2. Materials and Methods

In this section, the plant setup of the industrial filtration runs and an examplary set of process data that is applied for model construction are presented. The structure and the elements of the digital model collective are explained, followed by a description of the superstructure of the digital twin framework.

2.1. Production Setup and Operation

The experimental setup for the filtration runs is shown in Figure 1. The filtration machine (F1) is a DCF-type number 312/32 (Andritz Separation GmbH, Vierkirchen, Germany) equipped with four shafts and 256 ceramic membrane discs. Permeate passes through the porous membrane discs, and it is discharged from the machine inside the hollow shafts. Retentate is collected inside the process chamber and can be released by opening a valve (V1). The membrane discs are mounted on top of each other on every shaft, so that they form membrane stacks. Adjacent membrane disc stacks overlap, thus causing increased shear rate at the overlap region and achieving an increased cleaning effect from solid deposits at the overlapping points. The total available filter area is 32.8 m²; the membrane diameter is 312 mm.
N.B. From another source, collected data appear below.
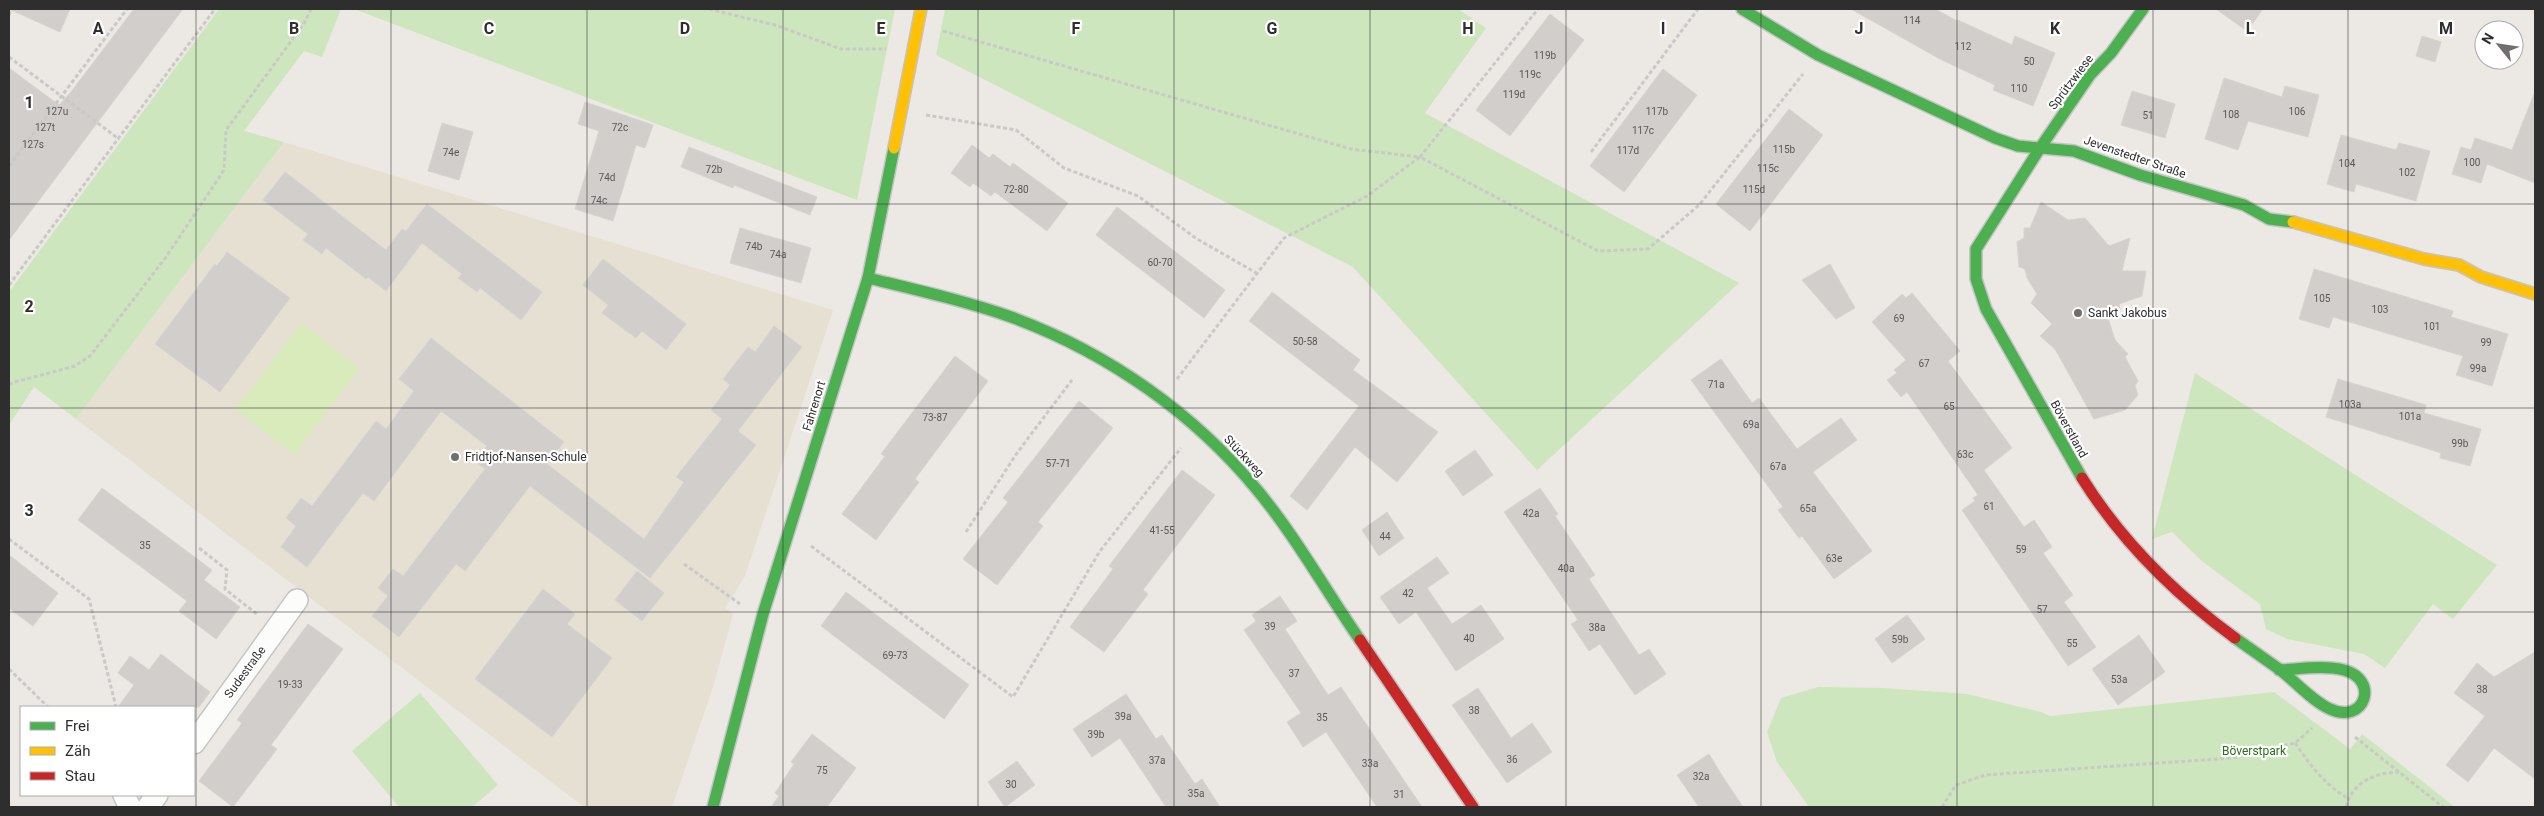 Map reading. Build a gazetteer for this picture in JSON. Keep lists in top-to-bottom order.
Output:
{
  "streets": {
    "street": [
      "Sprützwiese",
      "Jevenstedter Straße",
      "Fahrenort",
      "Böverstland",
      "Stückweg",
      "Sudestraße"
    ]
  },
  "crossings": [
    ["Sprützwiese", "Jevenstedter Straße"],
    ["Sprützwiese", "Böverstland"],
    ["Jevenstedter Straße", "Böverstland"],
    ["Fahrenort", "Stückweg"]
  ],
  "parks": ["Böverstpark"],
  "places": ["Sankt Jakobus", "Fridtjof-Nansen-Schule"],
  "house_numbers": [
    "114",
    "112",
    "119b",
    "50",
    "119c",
    "110",
    "119d",
    "127u",
    "117b",
    "106",
    "108",
    "51",
    "127t",
    "72c",
    "117c",
    "127s",
    "115b",
    "117d",
    "74e",
    "100",
    "104",
    "115c",
    "72b",
    "102",
    "74d",
    "72-80",
    "115d",
    "74c",
    "74b",
    "74a",
    "60-70",
    "105",
    "103",
    "69",
    "101",
    "50-58",
    "99",
    "67",
    "99a",
    "71a",
    "103a",
    "65",
    "101a",
    "73-87",
    "69a",
    "99b",
    "63c",
    "57-71",
    "67a",
    "61",
    "65a",
    "42a",
    "41-55",
    "44",
    "35",
    "59",
    "63e",
    "40a",
    "42",
    "57",
    "39",
    "38a",
    "40",
    "59b",
    "55",
    "69-73",
    "37",
    "53a",
    "19-33",
    "38",
    "38",
    "39a",
    "35",
    "39b",
    "36",
    "37a",
    "33a",
    "75",
    "32a",
    "30",
    "35a",
    "31"
  ],
  "legend": ["Frei", "Zäh", "Stau"],
  "north": "top left",
  "grid": {
    "columns": [
      "A",
      "B",
      "C",
      "D",
      "E",
      "F",
      "G",
      "H",
      "I",
      "J",
      "K",
      "L",
      "M"
    ],
    "rows": ["1", "2", "3"]
  }
}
The feedstock considered for the filtration experiments of this research study is pressed grapes containing pulp and other solids. Thus, the valuable product of the process is the clarified sweet must, i.e., the permeate. A membrane pore size of 200 nm is used for the filtration process. The filtration runs were performed at a production facility of a wine manufacturer in Italy during the regular sweet must production campaigns from August to October 2022 and 2023.
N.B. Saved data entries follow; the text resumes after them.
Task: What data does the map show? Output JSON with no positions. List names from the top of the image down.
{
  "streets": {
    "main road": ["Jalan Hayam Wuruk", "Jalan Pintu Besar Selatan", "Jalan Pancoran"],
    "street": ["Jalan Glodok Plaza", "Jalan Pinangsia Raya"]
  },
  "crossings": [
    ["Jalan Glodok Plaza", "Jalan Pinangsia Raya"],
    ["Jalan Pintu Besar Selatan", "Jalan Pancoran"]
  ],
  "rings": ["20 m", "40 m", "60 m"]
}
A centrifugal pump (P1) transports the feed from a storage tank into the DCF chamber. The feedstock is periodically mixed in the storage tank; however, a fully uniform solids content in the feed during the entire filtration process cannot be ensured. The pumping rate of the feed pump is controlled by a programmable logic controller (PLC) using the signal of sensors recording the TMP and permeate flow rate. The TMP is measured by the difference between the feed inlet pressure and the permeate outlet pressure, i.e., the TMP reduction due to membrane rotation is neglected. The filtration process starts in the “flow-controlled” operation mode; that is, the pumping rate of the feed pump is controlled at a constant permeate flow rate. The initial permeate flow setpoint is predefined by the plant operator at the beginning of the process run from experience dependent on estimated solids concentration in the feed and the postcleaning permeability of the membrane discs. As soon as the TMP setpoint of 0.8 bar is exceeded once during the production run, the operation mode automatically switches to “TMP-controlled”, and the feed pump rate is controlled to keep the TMP at a constant value.

The rotation speed of the membrane drive is controlled to a constant value of 343 min⁻¹ during all experiments. The readout of power consumption from the frequency converter of the motor rotating the membrane shafts is done to receive data about the membrane drive torque. The membrane drive torque is strongly correlated to the retentate viscosity inside the DCF chamber and provides information about the increase in solids concentration in the retentate during a filtration run. Opening of the retentate valve for release of retentate from the DCF chamber is controlled by the membrane torque. At the beginning of the process, the DCF chamber is filled with feed suspension. During the concentration phase, the retentate valve is kept closed until the torque setpoint of 300 N m is reached. Subsequently, retentate discharge begins by gradual opening of the retentate valve until the torque does not increase any further. Closing of the retentate valve happens with a torque hysteresis of 10%, i.e., it closes only when the membrane torque falls below 270 N m.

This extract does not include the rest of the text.